As you may recall, RESPA requires servicers of federally-related mortgage loans to provide timely responses to "qualified written requests" seeking information relating to the servicing of the loan.  12 U.S.C. § 2605(e)(1)(A),(e)(2).  RESPA in turn defines a "qualified written request" as "a written correspondence, other than notice on a payment coupon or other payment medium supplied by the servicer, that – (i) includes, or otherwise enables the servicer to identify, the name and account of the borrower; and (ii) includes a statement of the reasons for the belief of the borrower, to the extent applicable, that the account is in error or provides sufficient detail to the servicer regarding other information sought by the borrower."  12 U.S.C. § 2605(e)(1)(B).

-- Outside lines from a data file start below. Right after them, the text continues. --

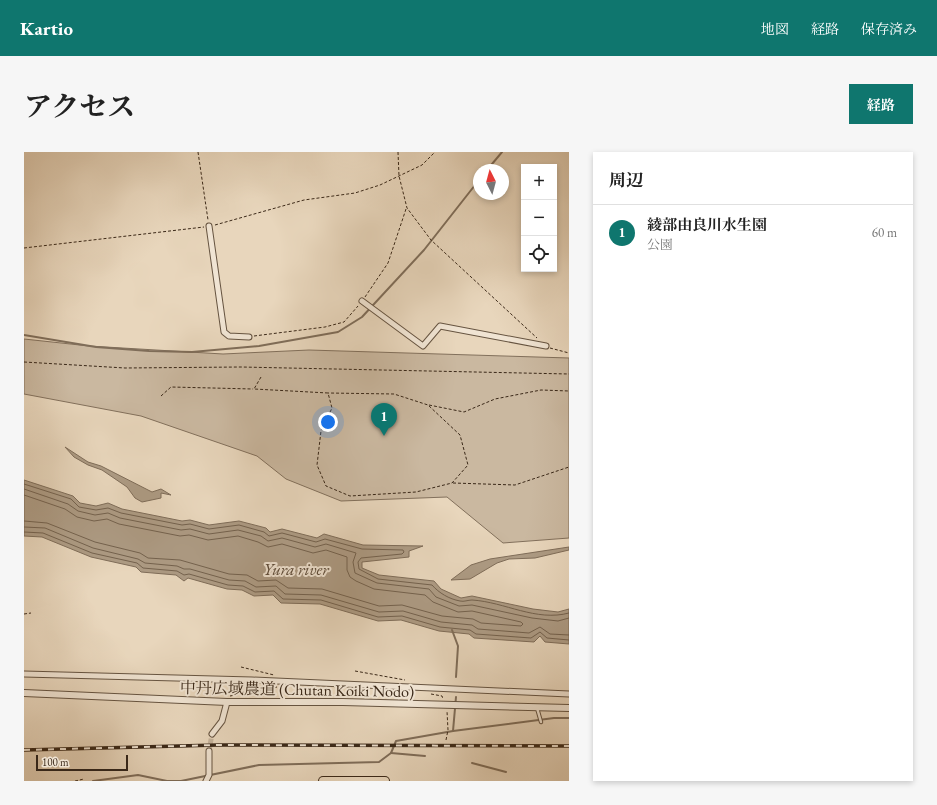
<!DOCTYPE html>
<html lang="ja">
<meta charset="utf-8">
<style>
body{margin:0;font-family:"EB Garamond","Noto Serif JP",serif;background:#f6f6f6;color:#222}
.controls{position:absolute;right:12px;top:12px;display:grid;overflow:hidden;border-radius:0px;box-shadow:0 2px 6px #0003}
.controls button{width:36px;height:36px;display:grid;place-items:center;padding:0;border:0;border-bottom:1px solid #e0e0e0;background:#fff;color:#222;font:20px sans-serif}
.compass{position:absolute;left:449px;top:12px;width:36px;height:36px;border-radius:50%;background:#fff;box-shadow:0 2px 6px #0003;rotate:354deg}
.scale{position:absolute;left:12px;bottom:10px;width:92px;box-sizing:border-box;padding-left:4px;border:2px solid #3a2818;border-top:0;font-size:11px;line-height:14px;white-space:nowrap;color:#3a2818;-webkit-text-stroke:3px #f0e4d3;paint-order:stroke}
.you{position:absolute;left:304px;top:270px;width:14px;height:14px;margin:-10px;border:3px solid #fff;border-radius:50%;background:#1a73e8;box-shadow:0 0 0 6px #1a73e833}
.badge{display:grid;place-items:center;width:26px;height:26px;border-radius:50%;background:#0f766e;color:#fff;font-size:13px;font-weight:700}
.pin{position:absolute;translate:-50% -33px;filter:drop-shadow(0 1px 2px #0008)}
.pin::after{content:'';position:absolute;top:21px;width:14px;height:12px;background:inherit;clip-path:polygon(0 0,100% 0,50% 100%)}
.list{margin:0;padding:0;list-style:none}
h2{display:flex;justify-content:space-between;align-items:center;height:52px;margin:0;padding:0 16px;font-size:17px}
h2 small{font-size:13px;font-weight:400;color:#767676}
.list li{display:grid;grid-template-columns:26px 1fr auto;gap:12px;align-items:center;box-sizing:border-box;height:56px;padding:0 16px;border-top:1px solid #e0e0e0}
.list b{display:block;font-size:15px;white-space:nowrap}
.list p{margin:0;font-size:13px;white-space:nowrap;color:#767676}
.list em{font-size:13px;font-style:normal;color:#767676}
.icon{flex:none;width:22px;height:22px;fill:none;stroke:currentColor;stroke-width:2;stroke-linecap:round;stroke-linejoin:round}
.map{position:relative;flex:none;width:545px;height:629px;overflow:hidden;border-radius:0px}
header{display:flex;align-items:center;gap:24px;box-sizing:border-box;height:56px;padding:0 20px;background:#0f766e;color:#fff}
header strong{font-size:19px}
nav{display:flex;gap:22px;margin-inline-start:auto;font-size:14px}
.intro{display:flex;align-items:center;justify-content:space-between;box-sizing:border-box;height:96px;padding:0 24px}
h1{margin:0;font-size:28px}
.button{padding:10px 18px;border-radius:0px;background:#0f766e;color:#fff;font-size:14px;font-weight:700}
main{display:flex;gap:24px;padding:0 24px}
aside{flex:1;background:#fff;border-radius:0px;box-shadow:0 2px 6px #0003}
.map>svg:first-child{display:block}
</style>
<header>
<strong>Kartio</strong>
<nav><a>地図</a><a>経路</a><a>保存済み</a></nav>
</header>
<div class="intro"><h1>アクセス</h1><a class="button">経路</a></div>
<main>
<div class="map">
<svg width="545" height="629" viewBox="0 0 545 629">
<rect width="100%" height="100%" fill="#e8d6bc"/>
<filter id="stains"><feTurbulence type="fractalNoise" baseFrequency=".005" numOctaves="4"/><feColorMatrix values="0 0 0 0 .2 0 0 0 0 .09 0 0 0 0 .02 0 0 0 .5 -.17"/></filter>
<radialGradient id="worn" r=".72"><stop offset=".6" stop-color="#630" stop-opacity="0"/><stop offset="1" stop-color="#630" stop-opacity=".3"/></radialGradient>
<path fill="#cab8a0" stroke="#82705c" d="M0 187 65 194 199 202 285 198 545 206V386L479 391 423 345 317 349 262 327 233 304 117 264 0 242Z"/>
<g fill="#ad9b84" stroke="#7f6d59">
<path d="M41 295 64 310 77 314 128 340 137 337 147 343 137 341V346L118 350 111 346 103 335 78 318 64 313 50 305Z"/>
<path d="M0 328 49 344 56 351 72 354 84 351 98 357 158 369 166 368 185 373 215 369 242 376 246 380 258 377 293 386 300 382 339 393 399 394 385 399V405L338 410V416L355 423 410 429 417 437 437 446 448 444 509 457 534 460 545 457V492L521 490 516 484 510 490 450 486 445 482 415 479 377 468 354 469 296 452 257 451 249 443 230 444 218 438 203 437 164 426 160 429 152 423 117 420 112 415 67 405 18 385 0 384Z"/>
<path d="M545 395V398L511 406 485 407 473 411 446 427 427 428 447 413 466 407Z"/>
</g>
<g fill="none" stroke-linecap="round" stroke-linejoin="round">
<g stroke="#74624e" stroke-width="1">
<path d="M0 332 47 347 55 355 72 358 84 356 97 361 158 373 166 372 185 377 215 373 240 380 245 384 258 381 292 390 301 387 338 397 379 398 380 400 378 402 337 406 334 410 335 417 354 427 408 433C415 441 425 447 436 449 440 450 444 448 448 448 481 450 512 470 545 461"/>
<path d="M0 337 44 352 54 359 71 363 84 361 96 366 157 378 166 377 185 382 214 378 237 384 244 389 258 386 291 395 302 392 332 401 329 410 331 421 353 431 405 437 412 445 435 454 448 453 508 466 534 469 545 466"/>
<path d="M0 343 41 357 53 365 70 369 83 367 95 372 156 384 165 383 184 388 214 384 234 390 244 395 258 392 289 401 302 398 323 405V418L326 425 332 429 350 437 401 443 409 450 434 460 448 459 497 470 499 472 497 474 457 471 449 467 418 464 378 453 355 454 298 437 264 436 252 428 234 429 223 423 205 422 156 408 124 406 116 401 71 390 23 371 0 369"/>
<path d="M0 375 21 376 69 396 114 407 121 411 153 414 160 417H166L205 428 221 429 232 435 252 434 261 442 297 443 355 460 379 459 417 470 448 473 454 477 505 481 516 475 526 482 545 483"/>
<path d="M0 380 19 381 68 401 113 411 119 416 153 419 160 423 165 422 204 433 219 434 231 440 250 439 259 447 297 448 354 465 378 464 416 475 446 478 452 482 507 486 516 480 523 486 545 488"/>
</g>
<g stroke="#7f6d59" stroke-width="2">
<path d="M463 18 478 0"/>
<path d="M0 183 72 195 125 199 168 200 235 194 314 180 338 165 400 98 455 28"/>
<path d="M428 478 434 494 432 525"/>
<path d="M429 579 432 545"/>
<path d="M367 601 401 604"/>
<path d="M448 611 482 620"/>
<path d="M69 629 114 623 143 629H157L235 613 355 610 367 601 372 589 429 579 530 566H545"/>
</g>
<path stroke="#c5b39b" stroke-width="5" stroke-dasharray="5 2.5" stroke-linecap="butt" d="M185 599 188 582"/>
<defs>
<path id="service" d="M513 556 517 570"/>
<g id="minor">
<path d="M185 74 200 180 205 184 225 185"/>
<path d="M338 149 399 194 416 174 522 194"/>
<path d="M0 522 228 528 545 542"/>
<path d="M188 582 198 569 203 550"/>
<path d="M182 629 185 623V599"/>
</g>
<path id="tertiary" d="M0 541 203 550H319L545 556"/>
<path id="primary" d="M299 629H361"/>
</defs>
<use href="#service" stroke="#665441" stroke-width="4.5"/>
<use href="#minor" stroke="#665441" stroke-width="7"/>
<use href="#tertiary" stroke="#665441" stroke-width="8"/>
<use href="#primary" stroke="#3a2818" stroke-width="10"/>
<g stroke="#3a2818" stroke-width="1" stroke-dasharray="3 2" stroke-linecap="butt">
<path d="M174 0 184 68"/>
<path d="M374 0 375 24 383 56 407 88 513 186"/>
<path d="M191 73 280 48 331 41 356 33 398 13 411 0"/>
<path d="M0 96 180 75"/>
<path d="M341 145 364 111 382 57"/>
<path d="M230 184 301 175 320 170 334 154"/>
<path d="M526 196 545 201"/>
<path d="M0 210 101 216 217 215 545 222"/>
<path d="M237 225 230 237 304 241 308 256 297 279 293 313 302 334 326 344 392 340 428 331 444 313 436 283 404 253 370 242 304 241"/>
<path d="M137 244 147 235 229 237"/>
<path d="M405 253 440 260 471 247 517 238 545 239"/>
<path d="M429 331 491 333 545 315"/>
<path d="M0 462 7 461"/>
<path d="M217 515 250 523"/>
<path d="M331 519 381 528"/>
<path d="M407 542 418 544 419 547"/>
<path d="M206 544 253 535"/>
<path d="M422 588 424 578 423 559"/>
<path d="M51 629 60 627"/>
</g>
<use href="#service" stroke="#f0e4d3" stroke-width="2.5"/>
<use href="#minor" stroke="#f0e4d3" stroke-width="5"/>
<use href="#tertiary" stroke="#f0e4d3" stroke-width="6"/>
<use href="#primary" stroke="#e8d6bc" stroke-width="8"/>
<defs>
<path id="rail" d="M0 598 194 593 545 594"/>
</defs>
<use href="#rail" stroke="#3a2818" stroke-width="3.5"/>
<use href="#rail" stroke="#f0e4d3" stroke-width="2" stroke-dasharray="6" stroke-linecap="butt"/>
</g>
<g text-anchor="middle" stroke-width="4" stroke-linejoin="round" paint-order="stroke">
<g font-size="16" fill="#3a2818" stroke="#f0e4d3">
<text transform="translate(273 537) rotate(1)" y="6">中丹広域農道 (Chutan Koiki Nodo)</text>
</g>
<g font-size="17" font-style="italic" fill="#5c4a38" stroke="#f0e4d3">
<text x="272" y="423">Yura river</text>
</g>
</g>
<rect width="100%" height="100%" filter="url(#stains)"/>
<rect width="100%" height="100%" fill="url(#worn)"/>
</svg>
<div class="controls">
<button>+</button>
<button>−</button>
<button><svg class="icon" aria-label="locate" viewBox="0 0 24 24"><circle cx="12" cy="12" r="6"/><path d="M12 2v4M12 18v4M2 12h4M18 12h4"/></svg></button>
</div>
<svg class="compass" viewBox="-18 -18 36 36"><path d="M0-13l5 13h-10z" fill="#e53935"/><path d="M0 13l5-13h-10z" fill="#767676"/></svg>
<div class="scale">100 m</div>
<div class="you"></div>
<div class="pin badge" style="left:360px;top:284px">1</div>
</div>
<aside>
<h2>周辺<small></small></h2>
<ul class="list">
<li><span class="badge">1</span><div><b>綾部由良川水生園</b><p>公園</p></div><em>60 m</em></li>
</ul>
</aside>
</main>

In addition, RESPA specifically defines "servicing" as "receiving any scheduled periodic payments from a borrower pursuant to the terms of any loan, including amounts for escrow accounts . . . , and making the payments of principal and interest and such other payments with respect to the amounts received from the borrower as may be required pursuant to the terms of the loan."  12 U.S.C. § 2605(e)(1)(A), (e)(2) (i)(3).  Failure to respond to such inquiries entitles the borrower to recover actual damages and, in some circumstances, statutory damages of up to $1,000.  12 U.S.C. § 2605(f).
Citing a Seventh Circuit opinion for its general approach to defining a "qualified written request," the Court of Appeals concluded that a qualified written request requires a response only if it relates to the servicing of a loan.  See Catalan v. GMAC Mortgage Corp., 629 F.3d 676 (7th Cir. 2011)(defining what types of requests constitute "qualified written requests" and thus trigger a servicer's duty to respond).  In so ruling, the Ninth Circuit noted that the duty to respond does not derive from the definition of "qualified written request," but from Section 2605(e)(1)(A), "which requires, as conditions for triggering the duty to respond, both (1) that the letter is a qualified written request and (2) that it requests information relating to servicing." 
The Ninth Circuit further reasoned that since servicing "does not include the transactions and circumstances surrounding a loan's origination – facts that would be relevant to a challenge to the validity of an underlying debt or the terms of a loan agreement," letters related only to a loan's validity or terms are not qualified written requests that require a servicer to respond. 
Turning specifically to Borrowers' letters in this case, the Ninth Circuit concluded that their content merely challenged the terms of the loan and mortgage documents.  As such, the Court ruled, the letters did not relate to the servicing of the loan.  As the Court explained, although RESPA does not require "magic words," because the letters alleged fraud or mistake associated with the original loan agreementand requested a loan modification to reflect the "original terms" of the agreement, they were not qualified written requests that related to the servicing of the loan. 
Accordingly, because Borrowers' letters did not relate to servicing, the Ninth Circuit ruled that the letters, while written requests generally, were not the sort of "qualified written requests" that triggered Servicer's duty to respond under Section 2605(e).